2026.7.29 (水) 伊豆治療紀行(47回目の2日目)
治療のための、伊豆での一泊二日の滞在においては、夕食は外で、朝食はコンビニエンスストアや駅ナカの店で買ったものを部屋で、という形が今年の1月より定着した。それはひとえに合理性を求めてのものだ。そして1日目の夕食は、ことし3月から通い始めた南伊東駅前のビストロで、今後も変わらないような気がしている。
ところできのうは酔って寝て、日付の変わった1時に目を覚ましたときには宿の枕に頭を預けて眠っていた。よって「これはいけない」と、床に置いたトートバッグから持参の枕を取り出し、それを首に巻いて、ふたたび眠りに落ちた。

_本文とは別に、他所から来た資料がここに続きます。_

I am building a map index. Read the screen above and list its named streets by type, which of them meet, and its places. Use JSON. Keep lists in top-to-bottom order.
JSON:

今朝「伊豆高原痛みの専門整体院」の治療台にうつ伏せになり、きのうとおなじく先生の触診を受けると、先生は「いいですねー」の代わりに「若干…」とか「すこし張ってるな」と口にしたから、小さな不安が勃興する。そしてやはり、今日の9,000ボルトを発する電子ペンによる治療は「ただ触れているだけ」だったきのうとは異なって、背中と腰には熱さと圧力、そして膝の裏側にはそれに加えて結構な痛さを感じさせた。原因はひとえに、宿の枕が僕の頭や首に合っていないところにあると、先生は言う。来月は、宿に入るなり、持参の枕を布団の上に用意しておこう。

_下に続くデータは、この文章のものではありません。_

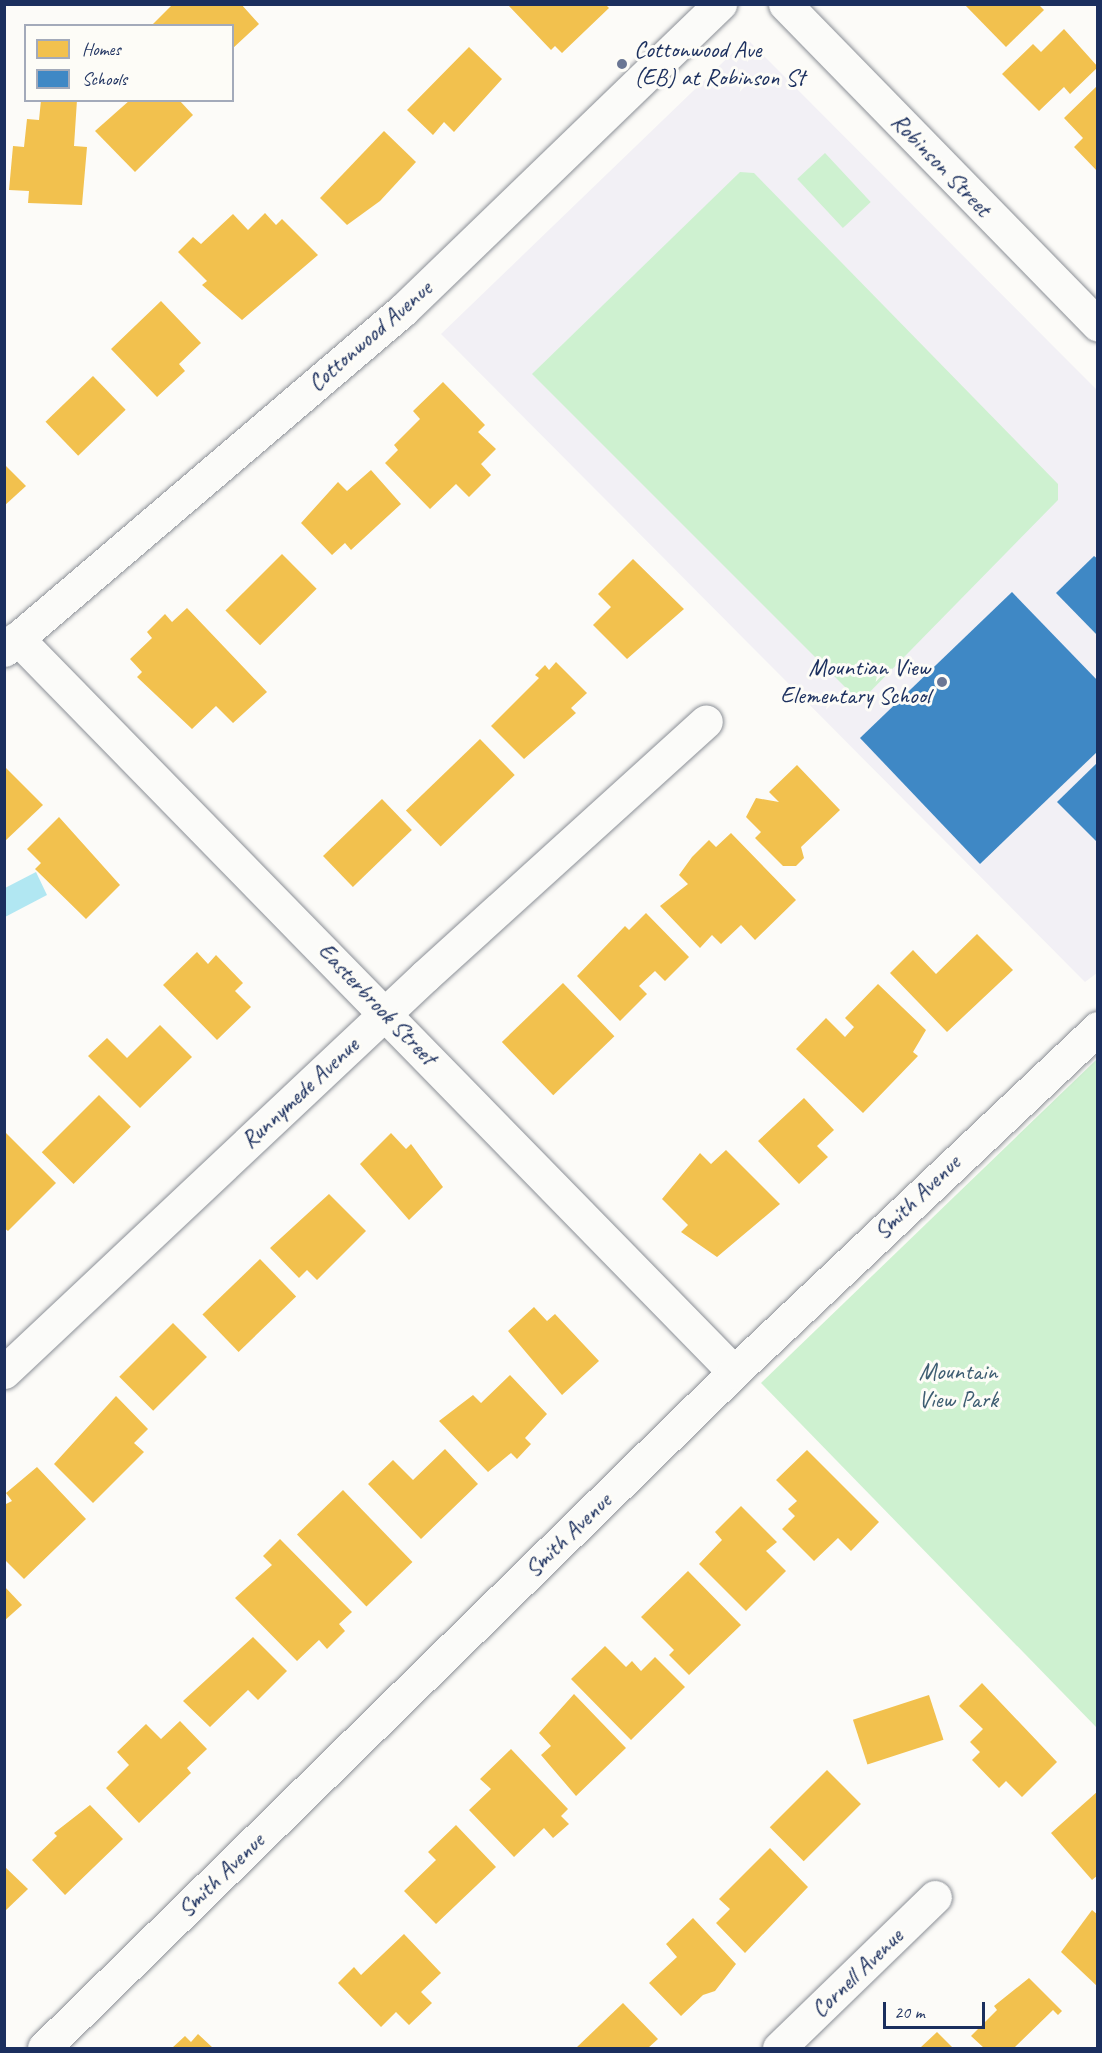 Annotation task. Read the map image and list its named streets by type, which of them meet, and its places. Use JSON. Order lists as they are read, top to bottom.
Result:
{
  "streets": {
    "street": [
      "Robinson Street",
      "Cottonwood Avenue",
      "Easterbrook Street",
      "Runnymede Avenue",
      "Smith Avenue",
      "Cornell Avenue"
    ]
  },
  "crossings": [
    ["Cottonwood Avenue", "Easterbrook Street"],
    ["Easterbrook Street", "Runnymede Avenue"],
    ["Easterbrook Street", "Smith Avenue"]
  ],
  "parks": ["Mountain View Park"],
  "places": ["Cottonwood Ave (EB) at Robinson St", "Mountian View Elementary School"],
  "legend": ["Homes", "Schools"],
  "scale_bar": "20 m"
}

新幹線の中で別れた家内と落ち合うまでの時間は、普段であれば、新橋から銀座、京橋、日本橋と、銀座線の上を北上しつつ調整する。しかし今日は日本橋を降り出しに、徐々に南に至る。スマートフォンによる東京の今日の最高気温は35℃。晴れてはいるものの、日差しはそれほど強くない。

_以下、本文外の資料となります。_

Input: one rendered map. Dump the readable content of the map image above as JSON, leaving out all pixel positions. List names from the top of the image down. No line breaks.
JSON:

中央通りを、赤いフェラーリ812の右ハンドル車が、ゆっくりと銀座へ向かいつつある。その古典的な横顔に「良いね」とは思うけれど、欲しい気持ちは起きない。僕はクルマは全長4メートル以内、排気量はせいぜい1600ccまでのものが好きなのだ。
京橋のパタゴニアで、僕ごのみの色柄のシャツを見つける。しかし19,800円の価格は僕の経済観念に照らせば手が出づらいこと、アロハは古着市場でプレミアの付いているものも含めて社員に形見分けするほど持っていること、それらのいずれも何年も着ていないことから、色柄は好みでも、僕の目を引き寄せたそのシャツを買うことはしなかった。
おなじ京橋のモンベルでは、防水性の高いショルダーバッグが新製品として出ていることを知り、いくども触る。しかし貴重品を入れるチェストポーチとしては、現在のtomtoc製が自分には最も優れているため、こちらもひやかしたのみにて、他の売り場へ移った。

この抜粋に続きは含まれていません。